**Task statement**.
Restate exactly the lines that run from the start of the records below to the line containing "position:absolute; translate:-50% -50%;", counting both ends, and nothing else; pictures stay out.

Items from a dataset
- - -
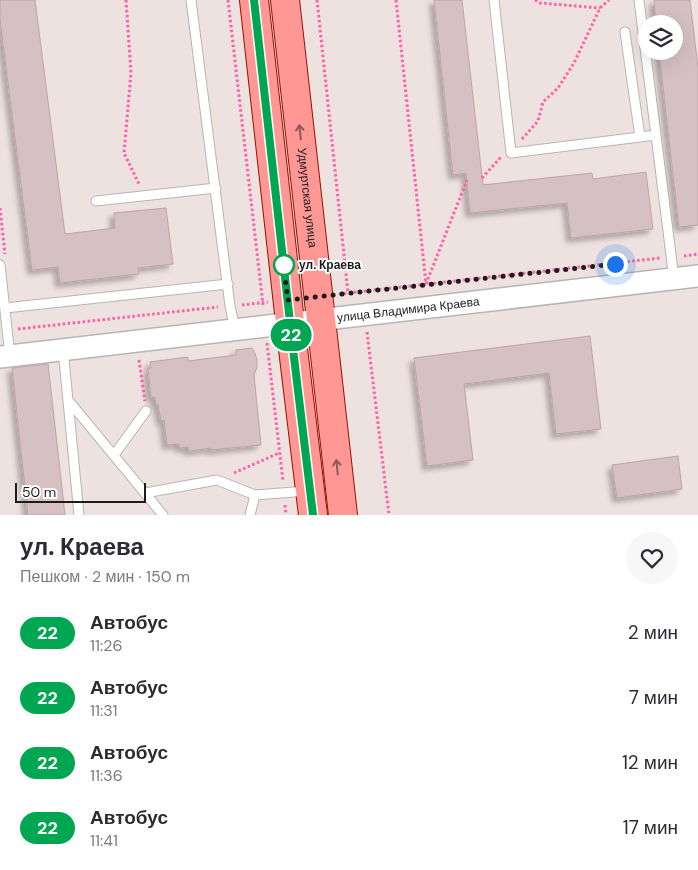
<!DOCTYPE html>
<html lang="ru">
<head>
<meta charset="utf-8">
<style>
	body { margin:0; font-family:"DM Sans",sans-serif; background:#f7f7f7; color:#2b2b33; height:100vh; display:flex; flex-direction:column; font-size:19px; white-space:nowrap }
	* { box-sizing:border-box; margin:0 }
	p { font-size:16px; color:#7c7c81 }
	.icon { flex:none; width:28px; height:28px; fill:none; stroke:currentColor; stroke-width:2; stroke-linecap:round; stroke-linejoin:round }
	.map { position:relative; height:515px; overflow:hidden }
	.side { display:flex; flex-direction:column; background:#fff; flex:1 }
	.side>* { flex:none }
	.badge { padding:0 10px; border-radius:16px; font-size:18px; line-height:32px }
	.buttons { position:absolute; left:638px; top:15px; display:grid; gap:10px }
	.buttons a { display:grid; place-items:center; width:45px; height:45px; border-radius:50%; background:#fff; box-shadow:0 5px 20px #0002; font-size:25px }
	.scale { position:absolute; left:15px; bottom:12px; width:131px; box-sizing:border-box; padding-left:5px; border:2px solid #1c1c1c; border-top:0; font-size:14px; line-height:18px; white-space:nowrap; color:#1c1c1c; -webkit-text-stroke:4px #fff; paint-order:stroke }
	.you { position:absolute; width:25px; height:25px; margin:-12px; border:4px solid #fff; border-radius:50%; background:#1a73e8; box-shadow:0 0 0 8px #1a73e833 }
	.map>.badge { position:absolute; translate:-50% -50%; box-shadow:0 0 0 2px #fff }
	.round { display:grid; place-items:center; flex:none; width:52px; height:52px; border-radius:26px; background:#f7f7f7 }
	.head { display:flex; align-items:center; justify-content:space-between; height:85px; padding:0 20px }
	h1 { font-size:24px; font-weight:800; line-height:38px }
	ul { padding:0; list-style:none }
	li { display:flex; align-items:center; gap:15px; height:65px; padding:0 20px }
	li div { flex:1 }
	li b { display:block; font-size:19px }
	li em { font-style:normal }
	li .badge { min-width:55px; font-weight:700; text-align:center }
	.map>svg:first-child { display:block }
	.building { fill:#d5c1c3; stroke:#c1a2a5; filter:url(#shadow) }
	.lines { fill:none; stroke-linecap:round; stroke-linejoin:round }
	.service-casing { stroke:#b5b5b5; stroke-width:11 }
	.tertiary-casing { stroke:#b5b5b5; stroke-width:24 }
	.primary-casing { stroke:#941200; stroke-width:30 }
	.path { stroke:#ff61a7; stroke-width:3; stroke-dasharray:2.5 2.5; stroke-linecap:butt }
	.service { stroke:#fff; stroke-width:9 }
	.tertiary { stroke:#fff; stroke-width:21 }
	.primary { stroke:#ff9795; stroke-width:28 }
	.oneway { stroke:#8e5a58 }
	.line-casing { stroke:#fff; stroke-width:11 }
	.line { stroke:#00a651; stroke-width:8 }
	.walk { stroke:#1c1c1c; stroke-width:5; stroke-dasharray:0 9 }
	.stop-dot { fill:#fff; stroke:#00a651; stroke-width:2.5 }
	.labels { text-anchor:middle; stroke-width:4; stroke-linejoin:round; paint-order:stroke }
	.street-label { font-size:12px; fill:#1c1c1c; stroke:#fff }
	.stop-label { font-size:12px; font-weight:bold; fill:#1c1c1c; stroke:#fff; text-anchor:start }
</style>
</head>
<body>
<div class="map">
<svg width="698" height="515" viewBox="0 0 698 515">
	<defs>
		<filter id="shadow"><feDropShadow dx="-4.5" dy="4.5" stdDeviation="2.5" flood-color="#0004"/></filter>
	</defs>
	<rect width="100%" height="100%" fill="#eee2e1"/>
	<!-- building -->
	<path class="building" d="M0,0H35L65,234L115,228L114,213L166,208L173,264L138,268L139,274L60,283L58,267L32,270L0,20Z
		M434,0H462L483,185L592,173L593,179L646,172L653,229L571,238L567,203L470,213L466,173L453,175Z
		M654,0H690L698,68V225L679,227L659,51H674V24H656Z
		M590,336L601,429L556,434L549,373L464,384L473,460L427,466L414,358Z
		M252,348L255,353L257,360V367L254,375L261,445L211,450V448L189,451L188,447L180,448L179,444L167,445L164,420L161,421L158,404H156L155,397H151L148,369L151,368L150,362L188,357V361L236,355V350Z
		M48,364L65,515H28L12,368Z
		M678,456L682,489L617,498L612,465Z"/>
	<g class="lines">
		<!-- service casing -->
		<g class="service-casing">
			<path id="service" d="M191,0L230,306L235,329
				M494,0L511,153L656,135
				M639,0L674,279
				M625,32L640,137
				M96,201L216,188
				M0,265L10,356
				M5,308L228,284
				M63,349L79,515
				M68,400L163,515
				M114,455L146,411
				M145,493L217,480L255,495L307,491
				M250,515L255,495"/>
		</g>
		<!-- tertiary casing -->
		<g class="tertiary-casing">
			<g id="tertiary">
				<path id="s1" d="M0,357L698,276"/>
			</g>
		</g>
		<!-- primary casing -->
		<g class="primary-casing">
			<g id="primary">
				<path d="M254,0L293,349L313,515"/>
				<path id="s2" d="M285,0L343,515"/>
			</g>
		</g>
		<!-- path -->
		<path class="path" d="M126,0L131,73L124,153L139,184
			M228,0L263,305
			M317,0L348,293
			M396,0L426,284
			M535,0L540,3L600,8
			M522,139L538,121L543,102L558,88L574,63L600,8L609,0
			M482,178L501,157
			M0,208L5,254
			M684,256L698,254
			M426,284L467,180
			M339,294L660,258
			M242,305L268,302
			M18,329L218,307
			M367,332L389,515
			M267,343L283,481
			M139,360L145,401
			M234,473L279,453
			M285,505L286,515"/>
		<!-- service -->
		<use href="#service" class="service"/>
		<!-- tertiary -->
		<use href="#tertiary" class="tertiary"/>
		<!-- primary -->
		<use href="#primary" class="primary"/>
	</g>
	<!-- one-way arrows -->
	<defs><path id="oneway-shaft" d="M-6 0H5M1.5-3L5.5 0L1.5 3" fill="none" stroke-width="1.6" stroke-linecap="round" stroke-linejoin="round" transform="scale(1.25)"/></defs>
	<g class="oneway">
		<use href="#oneway-shaft" transform="translate(300 132) rotate(-96)"/>
		<use href="#oneway-shaft" transform="translate(337 467) rotate(-96)"/>
	</g>
	<g class="lines">
		<!-- line casing -->
		<g class="line-casing">
			<path id="line" d="M254,0L293,349L313,515"/>
		</g>
		<!-- line -->
		<use href="#line" class="line"/>
		<!-- walk -->
		<path class="walk" d="M284,265L282,256L288,300L615,264"/>
	</g>
	<!-- markers -->
	<circle class="stop-dot" cx="284" cy="265" r="10"/>
	<g class="labels">
		<!-- street labels -->
		<g class="street-label">
			<text dy="4" stroke="none"><textPath href="#s2" startOffset="199">Удмуртская улица</textPath></text>
			<text dy="4" stroke="none"><textPath href="#s1" startOffset="411">улица Владимира Краева</textPath></text>
		</g>
		<!-- stop labels -->
		<g class="stop-label">
			<text x="299" y="269">ул. Краева</text>
		</g>
	</g>
</svg>
<div class="buttons">
<a><svg class="icon" aria-label="layers" viewBox="0 0 24 24"><path d="M12 4l9 5-9 5-9-5zM3 14l9 5 9-5"/></svg></a>
</div>
<div class="scale">50 m</div>
<div class="you" style="left:615px;top:264px"></div>
<b class="badge" style="left:291px;top:335px;background:#00a651;color:#fff">22</b>
</div>
<section class="side">
<div class="head"><div><h1>ул. Краева</h1><p>Пешком · 2 мин · 150 m</p></div><a class="round"><svg class="icon" aria-label="heart" viewBox="0 0 24 24"><path d="M12 20l-8-8c-3-5 5-10 8-4 3-6 11-1 8 4z"/></svg></a></div>
<ul>
<li><span class="badge" style="background:#00a651;color:#fff">22</span><div><b>Автобус</b><p>11:26</p></div><em>2 мин</em></li>
<li><span class="badge" style="background:#00a651;color:#fff">22</span><div><b>Автобус</b><p>11:31</p></div><em>7 мин</em></li>
<li><span class="badge" style="background:#00a651;color:#fff">22</span><div><b>Автобус</b><p>11:36</p></div><em>12 мин</em></li>
<li><span class="badge" style="background:#00a651;color:#fff">22</span><div><b>Автобус</b><p>11:41</p></div><em>17 мин</em></li>
</ul>
</section>
</body>
</html>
- - -
**Response area**.
<!DOCTYPE html>
<html lang="ru">
<head>
<meta charset="utf-8">
<style>
	body { margin:0; font-family:"DM Sans",sans-serif; background:#f7f7f7; color:#2b2b33; height:100vh; display:flex; flex-direction:column; font-size:19px; white-space:nowrap }
	* { box-sizing:border-box; margin:0 }
	p { font-size:16px; color:#7c7c81 }
	.icon { flex:none; width:28px; height:28px; fill:none; stroke:currentColor; stroke-width:2; stroke-linecap:round; stroke-linejoin:round }
	.map { position:relative; height:515px; overflow:hidden }
	.side { display:flex; flex-direction:column; background:#fff; flex:1 }
	.side>* { flex:none }
	.badge { padding:0 10px; border-radius:16px; font-size:18px; line-height:32px }
	.buttons { position:absolute; left:638px; top:15px; display:grid; gap:10px }
	.buttons a { display:grid; place-items:center; width:45px; height:45px; border-radius:50%; background:#fff; box-shadow:0 5px 20px #0002; font-size:25px }
	.scale { position:absolute; left:15px; bottom:12px; width:131px; box-sizing:border-box; padding-left:5px; border:2px solid #1c1c1c; border-top:0; font-size:14px; line-height:18px; white-space:nowrap; color:#1c1c1c; -webkit-text-stroke:4px #fff; paint-order:stroke }
	.you { position:absolute; width:25px; height:25px; margin:-12px; border:4px solid #fff; border-radius:50%; background:#1a73e8; box-shadow:0 0 0 8px #1a73e833 }
	.map>.badge { position:absolute; translate:-50% -50%; box-shadow:0 0 0 2px #fff }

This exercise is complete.